Lab 9: Dictionaries, Defining Classes, and Generating Graphs

~~ Staggered Extension ~~

Generating the graphs and creating the web pages are due Monday before class.

Goals

After the lab, you should be proficient at

  1. using dictionaries to solve problems
  2. creating and testing your own classes from a specification
  3. developing a larger program using a class to solve a problem
  4. using a common third-party library to generate graphs

Objective: Review

Review the slides for today's lab.

Objective: Set Up

Objective: Programming in Python

We'll practice writing several Python programs, each in their own text file. Name the files, as usual.

Your programs will be graded on correctness, style, efficiency, and how well you tested them. Make sure you adhere to the good development and testing practices we discussed in class. Your code should be readable and your output should be useful and well-formatted.

  1. (10) Using a dictionary object, create a program that maps a letter to an example word that starts with that letter. You must have at least three entries in your dictionary. Then, print out the dictionary so that it looks similar to a children's book, and the keys are printed in alphabetical order. Example output looks like:
    Children's Book Favorites:
      
    f is for fiddle
    g is for goose
    z is for zoo
    
  2. (25) The most common last names for people in the United States are Smith, Johnson, and Williams. (Source: US Census) The most common first names for females over the last 100 years are Mary (by a lot!), Patricia, and Jennifer and for males are James, John, and Robert. (Source: Social Security Agency)

    In this program, you are going to count how many times each name occurs among W & L students.

    1. Your program will read in a text file of names (one name per line), count how many times each name occurs in the text file, and print out the names (in alphabetical order) and the number of times each name occurs. (Note that this problem is slightly simpler than what we did in class because we know that the only information on a line in the file is the name.)

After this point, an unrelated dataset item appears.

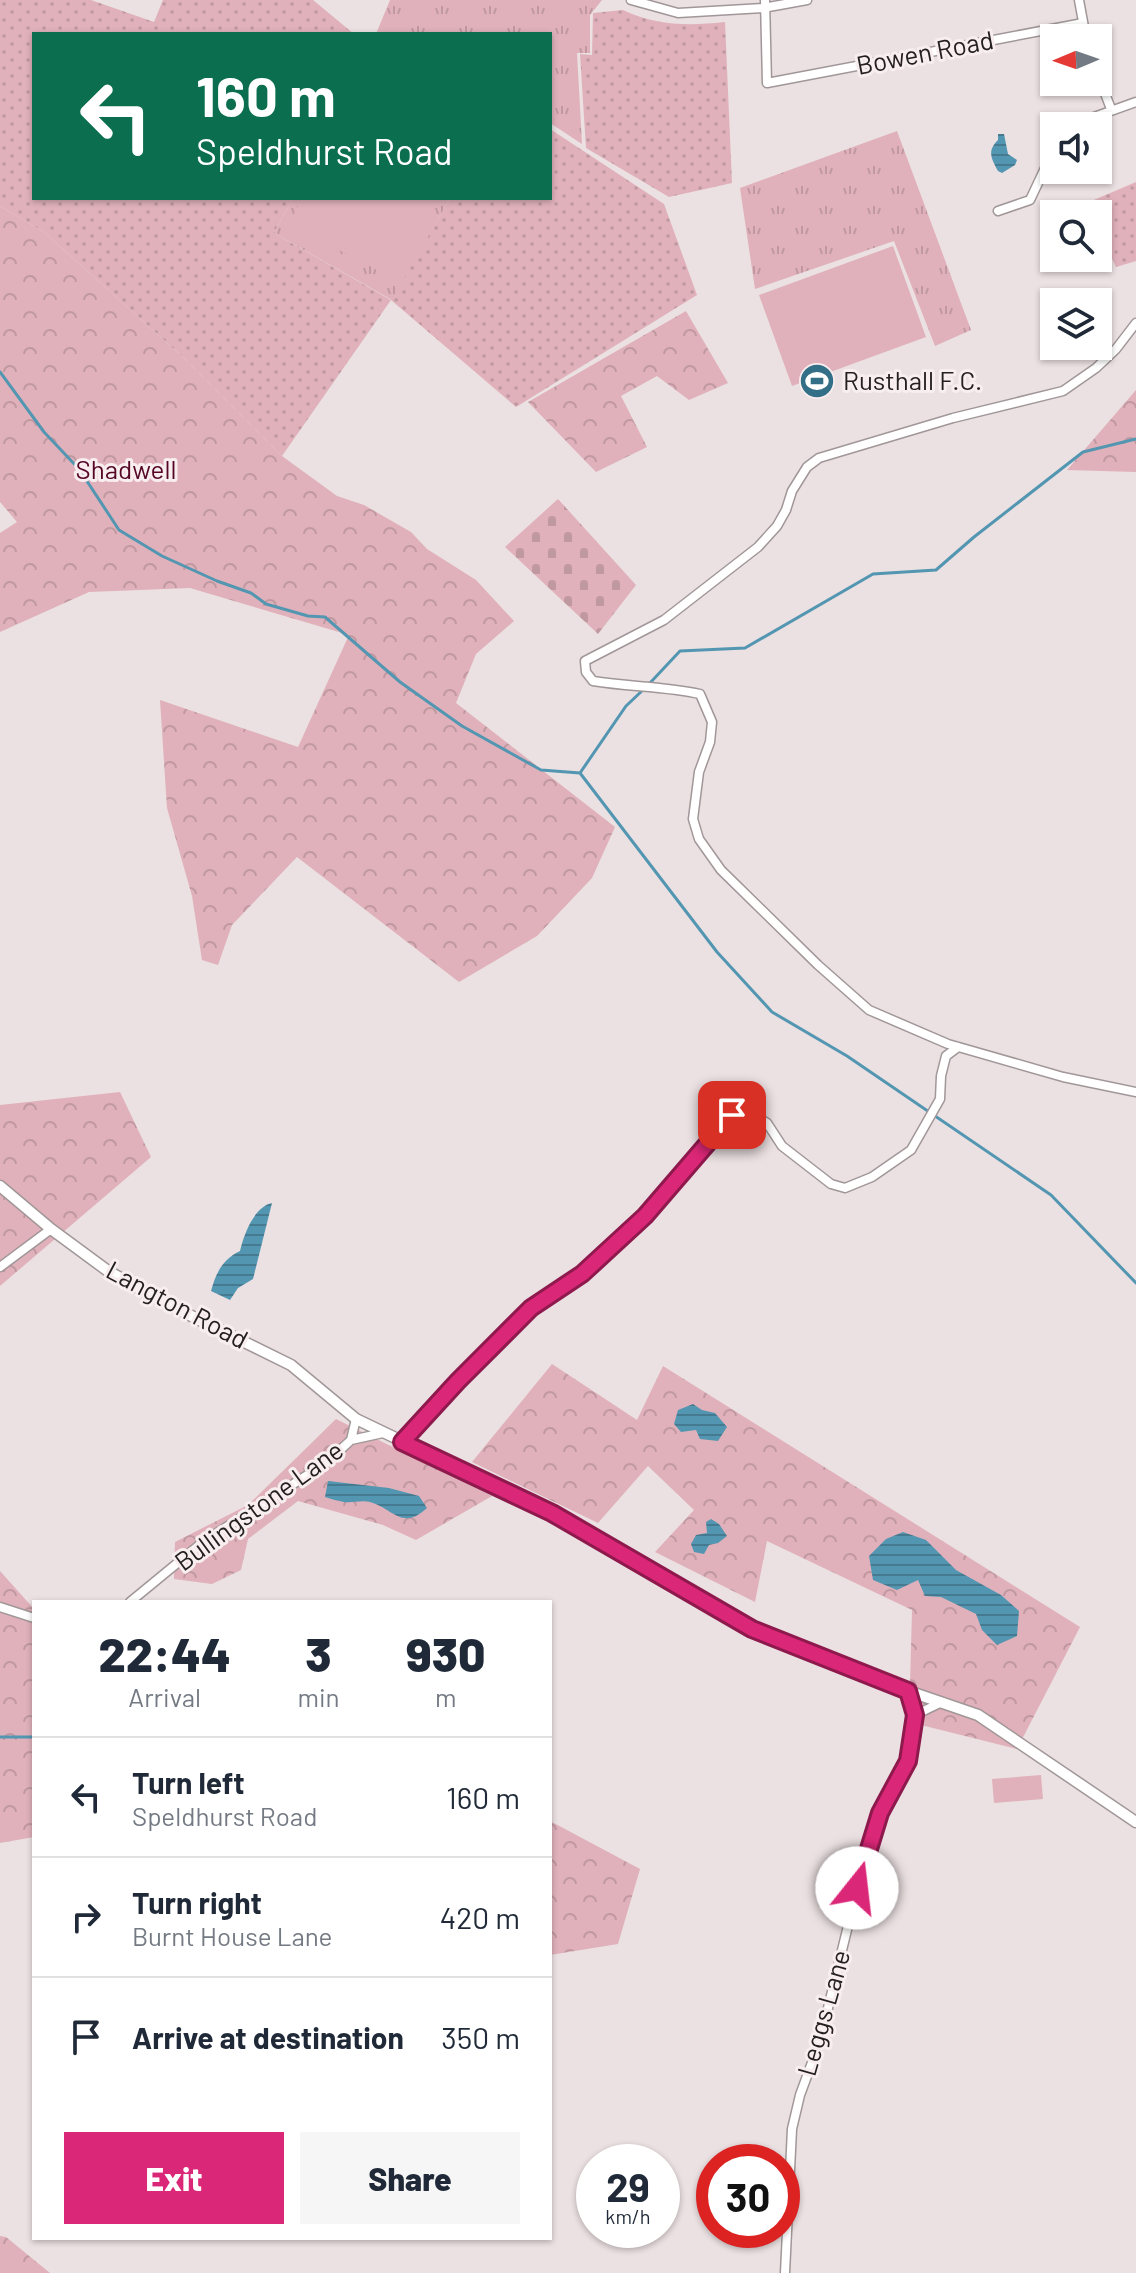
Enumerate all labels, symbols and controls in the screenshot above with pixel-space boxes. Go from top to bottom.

      There are five data files in the data directory for you to process. File test.txt is provided as an easier first file to test. The remaining four files represent W&L undergraduate's last names, first names, female first names, and male first names.

      Execute your code on one file. (Start with test.txt. Later, lastnames.txt file will be the easiest data file to use to check if your work is correct because the file is in alphabetical order.)

    2. Add (and update as appropriate) the following code to your code to enable some "spot checks" for correctness.

            name = input("What name do you want to check? (hit enter to exit) ")
            while name != "":
                if name in nameToCount:
                    print(name, "occurs", nameToCount[name], "times.")
                else:
                    print(name, "was not in the data.")
      
                name = input("What name do you want to check? (hit enter to exit) ")
          

      Hit enter to exit the while loop.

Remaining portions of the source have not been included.